My memory of Rome is formed by Giambattista Nolli’s plan which was drawn in 1748. It is a fascinating and influential architectural document envisaging the city as a poche of public space, the interiors of churches, courtyards and gardens reading as public realm.
My thesis design back in 1980 situated an apartment building in the Roman Forum and I spent hours drawing and photographing the stones and architectural remnants of this romantic landscape. As recently as the 18th century it was grazed by cattle, only to be excavated when the amateur archaeologists arrived in the 19th Century. In the 1980’s it was public space, open to all, an integral part of the public realm of Rome. Sadly, since 2008 it has been gated and privatised, access is by ticket only.
There is no doubt that the volume of tourists has in some ways necessitated the privatisation of what was public space, but it totally changes the democratic landscape of the city. Indeed, the Nolli Plan would look very different today, it would contain a lot less white space. For example, like the Forum and the Colosseum, you can no longer walk into the Pantheon. The Basilica of St Pietro has at least a 45-minute queue which encircles Bernini’s piazza, in fact the Bernini arcades are no longer permeable, permanent railings prevent free movement. As a result the whole space has lost its drama and porosity to control and order the behaviour of its visitors. A visit to the Sistine chapel is comparable to the immigration hall at Terminal 5 on a bank holiday weekend. It will only get worse as the decline of Christianity renders the greatest monuments of Europe redundant, many churches are now closed, and our great art galleries will struggle to survive without “blockbuster“ and populist shows.
Because our cities are wonderful places, joyful, pleasing and beautiful, they are victims of their own success. Tourism has no doubt been boosted by cheaper air travel and better trains, whilst social media sells the dream. Unfortunately, there is a real possibility that our cities will become Disney-fied parodies of themselves. Sadly, they will no longer be living communities, Venice for example now has a resident population of 62,000 half that of fifty years ago, and there is genuine concern amongst local politicians that it will be devoid of permanent residents, Venetians, in thirty years.

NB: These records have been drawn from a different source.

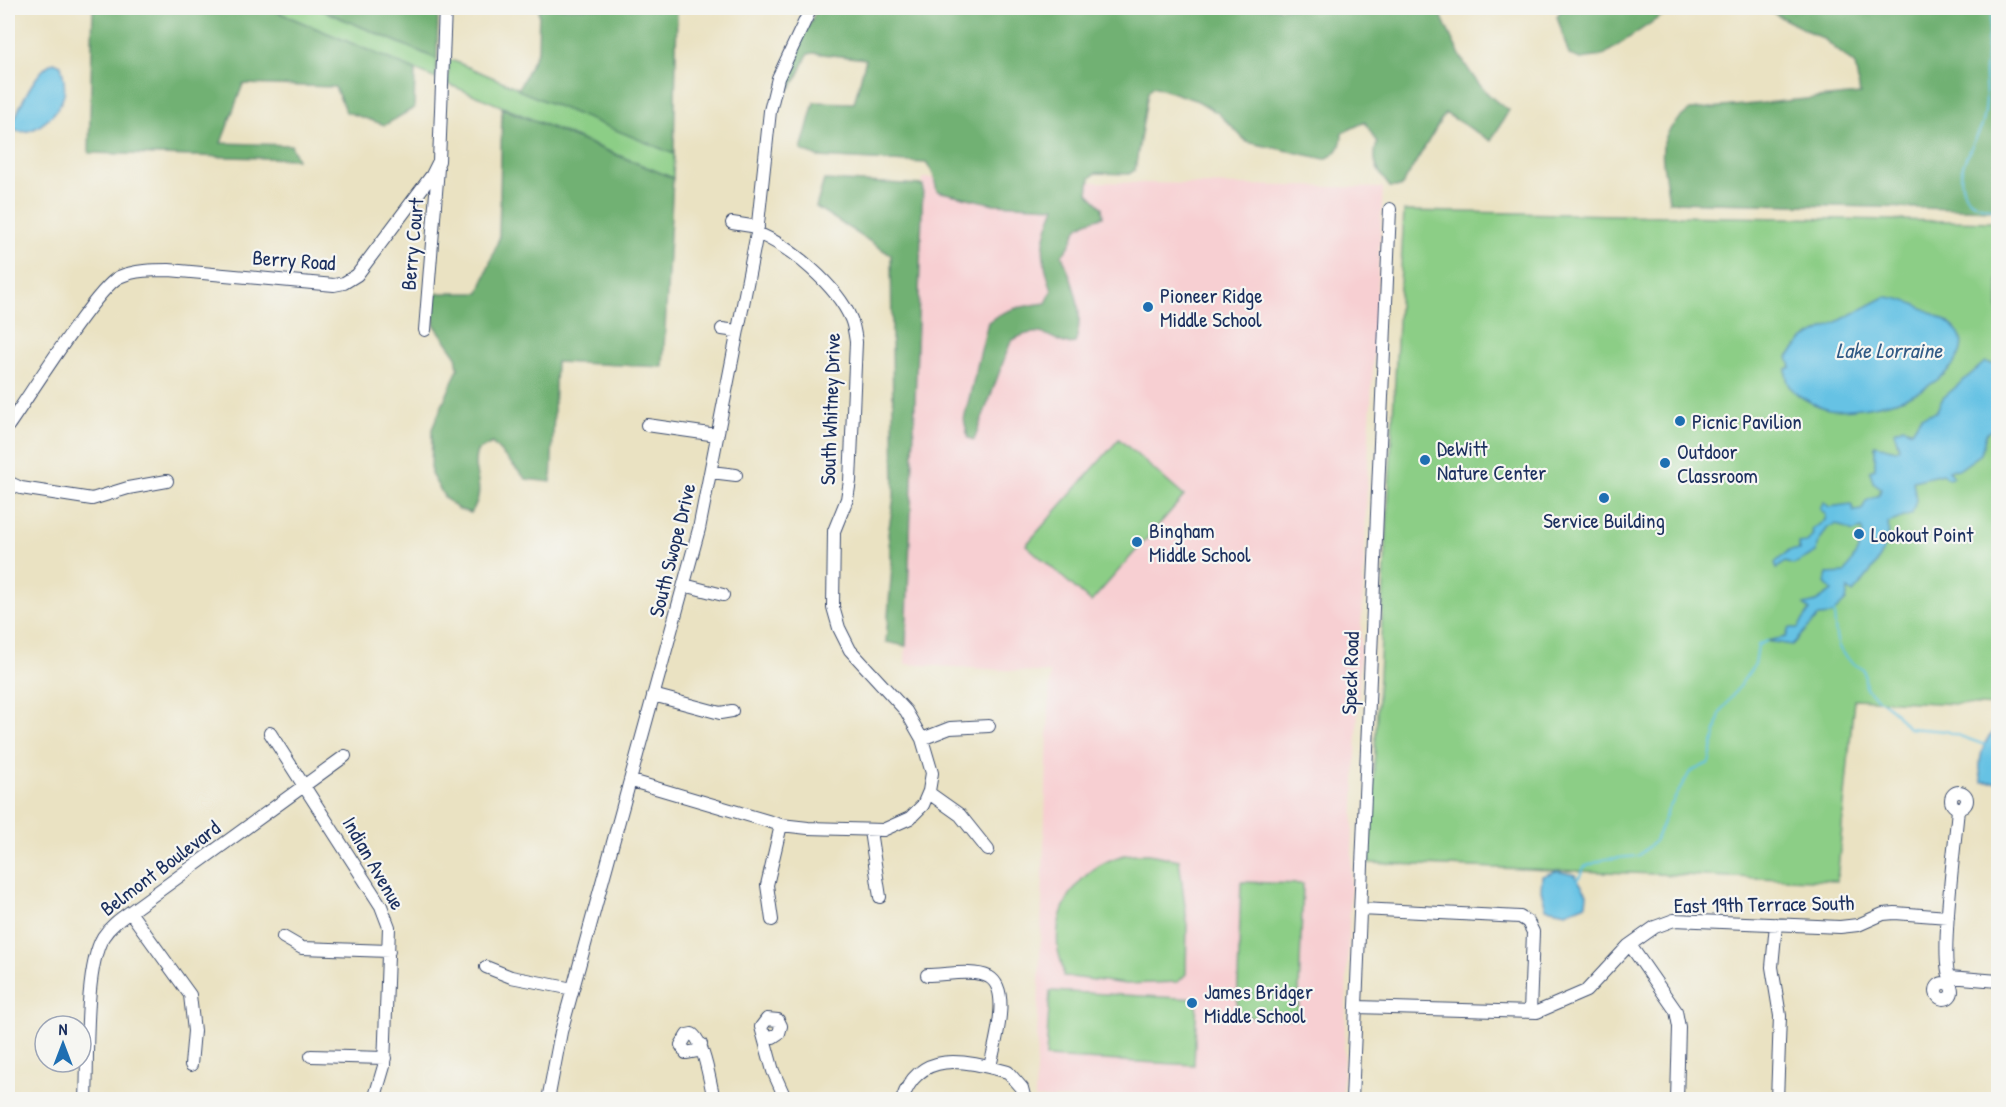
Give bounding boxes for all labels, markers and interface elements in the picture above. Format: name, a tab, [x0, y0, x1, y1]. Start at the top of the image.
street label: Berry Court	[394, 196, 431, 291]
street label: Berry Road	[251, 243, 337, 277]
place label: Pioneer Ridge Middle School	[1160, 281, 1263, 334]
marker: Pioneer Ridge Middle School	[1141, 300, 1155, 314]
street label: South Whitney Drive	[813, 332, 847, 486]
water label: Lake Lorraine	[1836, 335, 1943, 365]
place label: Picnic Pavilion	[1692, 407, 1802, 436]
marker: Picnic Pavilion	[1673, 414, 1687, 428]
place label: DeWitt Nature Center	[1437, 434, 1546, 487]
place label: Outdoor Classroom	[1677, 437, 1758, 490]
marker: DeWitt Nature Center	[1418, 453, 1432, 467]
marker: Outdoor Classroom	[1658, 456, 1672, 470]
street label: South Swope Drive	[641, 480, 703, 620]
marker: Service Building	[1597, 491, 1611, 505]
place label: Service Building	[1543, 506, 1665, 535]
place label: Bingham Middle School	[1149, 516, 1251, 569]
place label: Lookout Point	[1871, 520, 1974, 549]
marker: Lookout Point	[1852, 527, 1866, 541]
marker: Bingham Middle School	[1130, 535, 1144, 549]
street label: Speck Road	[1334, 631, 1366, 715]
street label: Indian Avenue	[336, 811, 412, 915]
street label: Belmont Boulevard	[94, 813, 226, 923]
street label: East 19th Terrace South	[1674, 888, 1855, 920]
place label: James Bridger Middle School	[1204, 977, 1313, 1030]
marker: James Bridger Middle School	[1185, 996, 1199, 1010]
north arrow	[33, 1014, 93, 1074]
text: N	[59, 1018, 68, 1040]

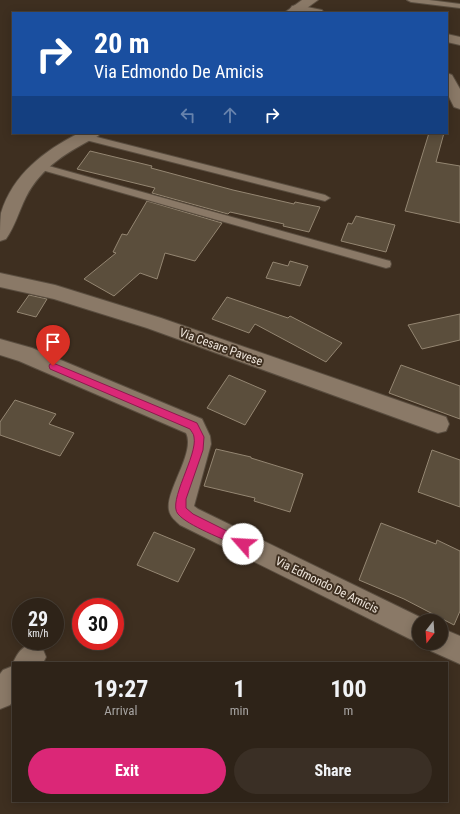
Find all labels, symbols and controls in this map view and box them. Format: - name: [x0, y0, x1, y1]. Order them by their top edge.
- text: 20 m: [94, 27, 150, 60]
- icon: right: [28, 28, 80, 80]
- text: Via Edmondo De Amicis: [94, 61, 264, 82]
- icon: left: [177, 104, 199, 126]
- icon: ahead: [219, 104, 241, 126]
- icon: right: [261, 104, 283, 126]
- pin: [36, 325, 70, 366]
- street label: Via Cesare Pavese: [177, 325, 265, 369]
- icon: arrive: [42, 331, 64, 353]
- position arrow: [222, 523, 264, 565]
- street label: Via Edmondo De Amicis: [273, 554, 381, 616]
- speed limit sign: 30: [72, 598, 124, 650]
- text: 29: [28, 607, 48, 631]
- north arrow: [412, 614, 448, 650]
- map controls: [412, 614, 448, 650]
- text: km/h: [28, 628, 48, 639]
- text: 19:27: [93, 675, 148, 703]
- text: 1: [233, 675, 245, 703]
- text: 100: [330, 675, 367, 703]
- text: Arrival: [104, 703, 137, 718]
- text: min: [230, 703, 249, 718]
- text: m: [344, 703, 353, 718]
- button: Exit: [28, 748, 226, 794]
- button: Share: [234, 748, 432, 794]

In Paris the migration of the residents from the historic core to the Banlieues has created enormous social problems, it is a broken model that is unfortunately duplicated across the cities of Europe, this is not the solution to the problem. Affordable spaces to live work and trade need to be encouraged and those that still exist need to be protected. Governments need to act quickly so that the people who still live and work in our cities are not priced out by tourism. There are some easy wins, controlling Airbnb, careful vetting of planning applications, zoning and protecting uses to safeguard local homes and amenities are a few examples.